[WHAT YOU WILL DO] Exact repetition, pictures omitted: give every record below again.

*** Opening of EXCERPTED RECORDS ***

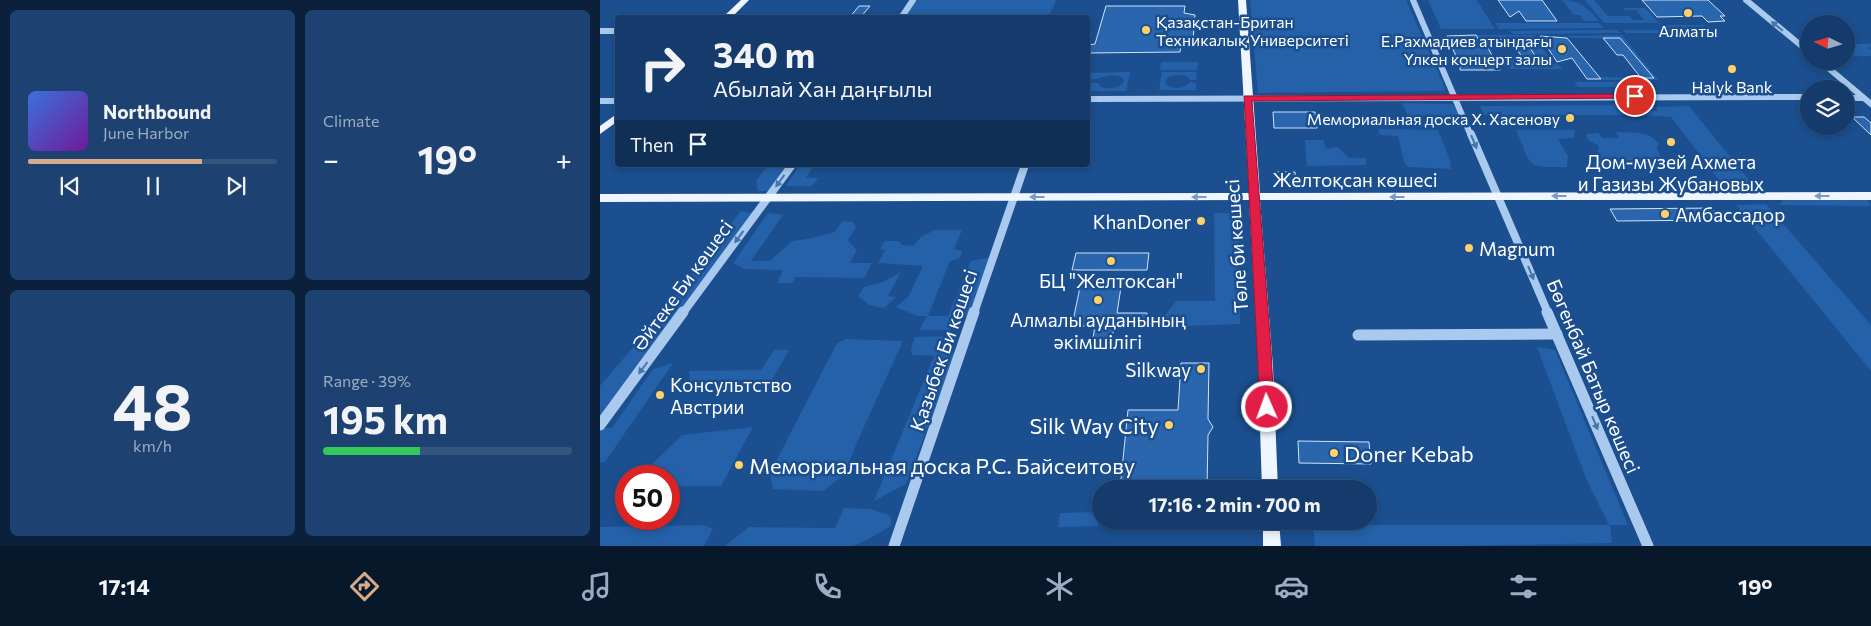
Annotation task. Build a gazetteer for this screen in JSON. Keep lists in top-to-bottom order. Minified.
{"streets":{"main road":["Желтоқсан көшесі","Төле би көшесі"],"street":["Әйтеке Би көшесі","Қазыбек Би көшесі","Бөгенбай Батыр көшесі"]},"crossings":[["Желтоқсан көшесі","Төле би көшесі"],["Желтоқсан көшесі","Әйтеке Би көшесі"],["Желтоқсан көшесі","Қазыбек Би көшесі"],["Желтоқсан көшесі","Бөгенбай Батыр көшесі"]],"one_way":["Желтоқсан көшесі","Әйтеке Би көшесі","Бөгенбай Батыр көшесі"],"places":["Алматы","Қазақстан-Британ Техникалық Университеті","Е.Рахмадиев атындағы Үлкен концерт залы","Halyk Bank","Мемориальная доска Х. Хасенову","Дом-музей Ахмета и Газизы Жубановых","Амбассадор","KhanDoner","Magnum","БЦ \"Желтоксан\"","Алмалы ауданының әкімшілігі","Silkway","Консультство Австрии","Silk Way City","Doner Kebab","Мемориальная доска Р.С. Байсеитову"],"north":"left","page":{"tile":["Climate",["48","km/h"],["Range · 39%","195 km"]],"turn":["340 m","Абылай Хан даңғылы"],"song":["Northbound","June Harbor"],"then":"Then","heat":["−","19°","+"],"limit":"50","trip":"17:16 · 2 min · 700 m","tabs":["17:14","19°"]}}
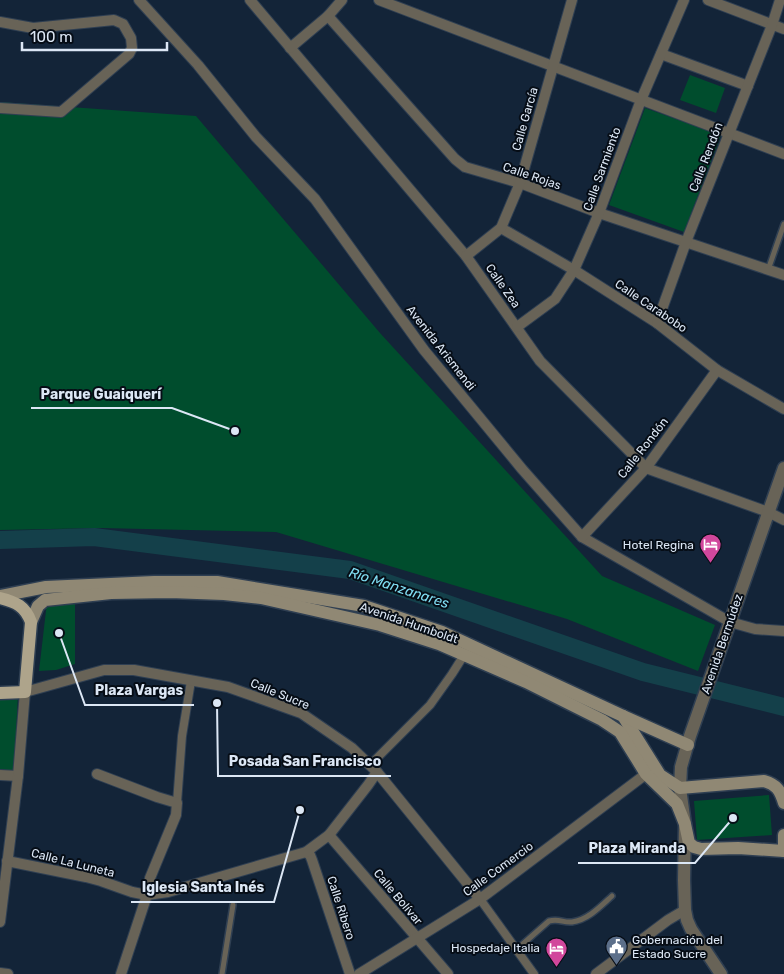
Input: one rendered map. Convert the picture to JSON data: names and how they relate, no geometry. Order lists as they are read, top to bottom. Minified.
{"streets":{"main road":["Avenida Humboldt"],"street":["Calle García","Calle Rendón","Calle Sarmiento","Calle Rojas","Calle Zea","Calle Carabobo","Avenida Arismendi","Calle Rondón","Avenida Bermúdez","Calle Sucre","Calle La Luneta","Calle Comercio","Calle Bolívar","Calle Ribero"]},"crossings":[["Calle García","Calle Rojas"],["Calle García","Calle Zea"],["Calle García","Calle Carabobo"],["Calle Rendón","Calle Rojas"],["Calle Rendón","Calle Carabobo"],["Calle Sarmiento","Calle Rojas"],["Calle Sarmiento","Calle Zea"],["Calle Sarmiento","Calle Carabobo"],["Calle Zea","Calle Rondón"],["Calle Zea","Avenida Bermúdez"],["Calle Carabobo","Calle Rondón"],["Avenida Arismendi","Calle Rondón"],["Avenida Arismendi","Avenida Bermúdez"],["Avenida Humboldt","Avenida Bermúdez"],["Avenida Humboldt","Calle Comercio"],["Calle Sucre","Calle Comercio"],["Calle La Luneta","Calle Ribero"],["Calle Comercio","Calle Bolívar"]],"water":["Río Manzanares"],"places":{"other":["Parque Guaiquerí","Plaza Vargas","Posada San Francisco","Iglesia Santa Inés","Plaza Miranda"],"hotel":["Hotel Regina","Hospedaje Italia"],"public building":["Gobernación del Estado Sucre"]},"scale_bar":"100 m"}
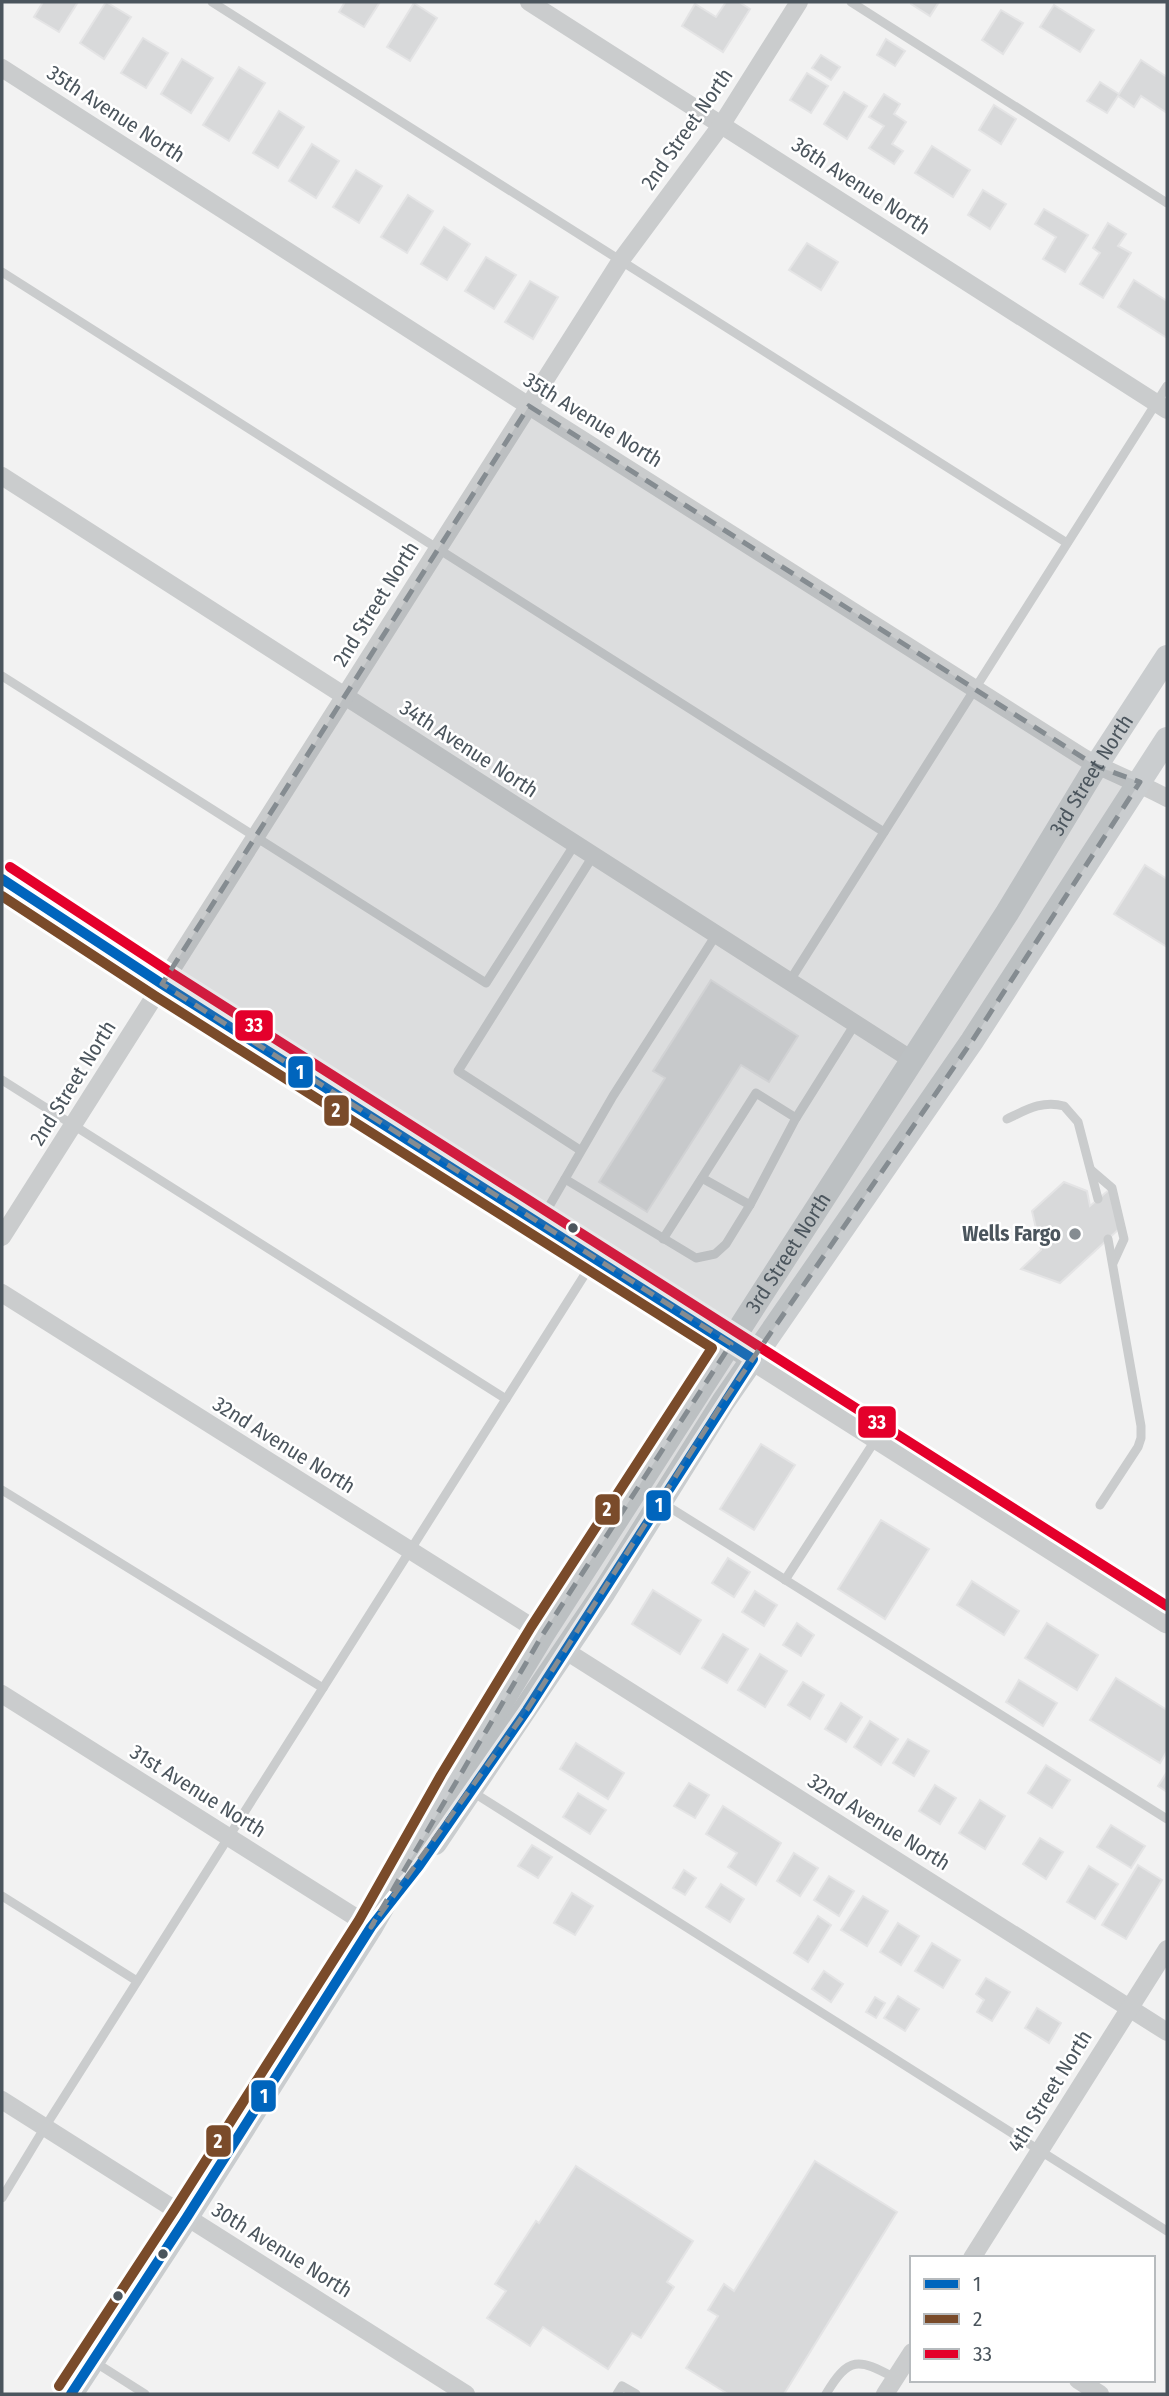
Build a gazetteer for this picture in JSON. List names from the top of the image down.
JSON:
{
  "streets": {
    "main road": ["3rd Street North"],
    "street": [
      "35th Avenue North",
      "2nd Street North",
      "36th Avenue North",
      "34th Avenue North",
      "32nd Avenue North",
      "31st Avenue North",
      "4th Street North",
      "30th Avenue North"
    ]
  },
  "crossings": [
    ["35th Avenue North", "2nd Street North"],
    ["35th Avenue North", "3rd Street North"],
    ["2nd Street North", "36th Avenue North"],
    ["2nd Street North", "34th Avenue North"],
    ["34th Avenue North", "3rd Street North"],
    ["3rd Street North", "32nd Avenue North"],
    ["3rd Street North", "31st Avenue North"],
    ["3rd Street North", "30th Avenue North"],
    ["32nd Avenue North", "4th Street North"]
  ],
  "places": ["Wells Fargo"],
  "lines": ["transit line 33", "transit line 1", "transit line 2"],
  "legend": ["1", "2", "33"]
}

*** Close of EXCERPTED RECORDS ***

[EXERCISE RESPONSE]
Annotation task. Build a gazetteer for this screen in JSON. Keep lists in top-to-bottom order. Minified.
{"streets":{"main road":["Желтоқсан көшесі","Төле би көшесі"],"street":["Әйтеке Би көшесі","Қазыбек Би көшесі","Бөгенбай Батыр көшесі"]},"crossings":[["Желтоқсан көшесі","Төле би көшесі"],["Желтоқсан көшесі","Әйтеке Би көшесі"],["Желтоқсан көшесі","Қазыбек Би көшесі"],["Желтоқсан көшесі","Бөгенбай Батыр көшесі"]],"one_way":["Желтоқсан көшесі","Әйтеке Би көшесі","Бөгенбай Батыр көшесі"],"places":["Алматы","Қазақстан-Британ Техникалық Университеті","Е.Рахмадиев атындағы Үлкен концерт залы","Halyk Bank","Мемориальная доска Х. Хасенову","Дом-музей Ахмета и Газизы Жубановых","Амбассадор","KhanDoner","Magnum","БЦ \"Желтоксан\"","Алмалы ауданының әкімшілігі","Silkway","Консультство Австрии","Silk Way City","Doner Kebab","Мемориальная доска Р.С. Байсеитову"],"north":"left","page":{"tile":["Climate",["48","km/h"],["Range · 39%","195 km"]],"turn":["340 m","Абылай Хан даңғылы"],"song":["Northbound","June Harbor"],"then":"Then","heat":["−","19°","+"],"limit":"50","trip":"17:16 · 2 min · 700 m","tabs":["17:14","19°"]}}
Input: one rendered map. Convert the picture to JSON data: names and how they relate, no geometry. Order lists as they are read, top to bottom. Minified.
{"streets":{"main road":["Avenida Humboldt"],"street":["Calle García","Calle Rendón","Calle Sarmiento","Calle Rojas","Calle Zea","Calle Carabobo","Avenida Arismendi","Calle Rondón","Avenida Bermúdez","Calle Sucre","Calle La Luneta","Calle Comercio","Calle Bolívar","Calle Ribero"]},"crossings":[["Calle García","Calle Rojas"],["Calle García","Calle Zea"],["Calle García","Calle Carabobo"],["Calle Rendón","Calle Rojas"],["Calle Rendón","Calle Carabobo"],["Calle Sarmiento","Calle Rojas"],["Calle Sarmiento","Calle Zea"],["Calle Sarmiento","Calle Carabobo"],["Calle Zea","Calle Rondón"],["Calle Zea","Avenida Bermúdez"],["Calle Carabobo","Calle Rondón"],["Avenida Arismendi","Calle Rondón"],["Avenida Arismendi","Avenida Bermúdez"],["Avenida Humboldt","Avenida Bermúdez"],["Avenida Humboldt","Calle Comercio"],["Calle Sucre","Calle Comercio"],["Calle La Luneta","Calle Ribero"],["Calle Comercio","Calle Bolívar"]],"water":["Río Manzanares"],"places":{"other":["Parque Guaiquerí","Plaza Vargas","Posada San Francisco","Iglesia Santa Inés","Plaza Miranda"],"hotel":["Hotel Regina","Hospedaje Italia"],"public building":["Gobernación del Estado Sucre"]},"scale_bar":"100 m"}
Build a gazetteer for this picture in JSON. List names from the top of the image down.
JSON:
{
  "streets": {
    "main road": ["3rd Street North"],
    "street": [
      "35th Avenue North",
      "2nd Street North",
      "36th Avenue North",
      "34th Avenue North",
      "32nd Avenue North",
      "31st Avenue North",
      "4th Street North",
      "30th Avenue North"
    ]
  },
  "crossings": [
    ["35th Avenue North", "2nd Street North"],
    ["35th Avenue North", "3rd Street North"],
    ["2nd Street North", "36th Avenue North"],
    ["2nd Street North", "34th Avenue North"],
    ["34th Avenue North", "3rd Street North"],
    ["3rd Street North", "32nd Avenue North"],
    ["3rd Street North", "31st Avenue North"],
    ["3rd Street North", "30th Avenue North"],
    ["32nd Avenue North", "4th Street North"]
  ],
  "places": ["Wells Fargo"],
  "lines": ["transit line 33", "transit line 1", "transit line 2"],
  "legend": ["1", "2", "33"]
}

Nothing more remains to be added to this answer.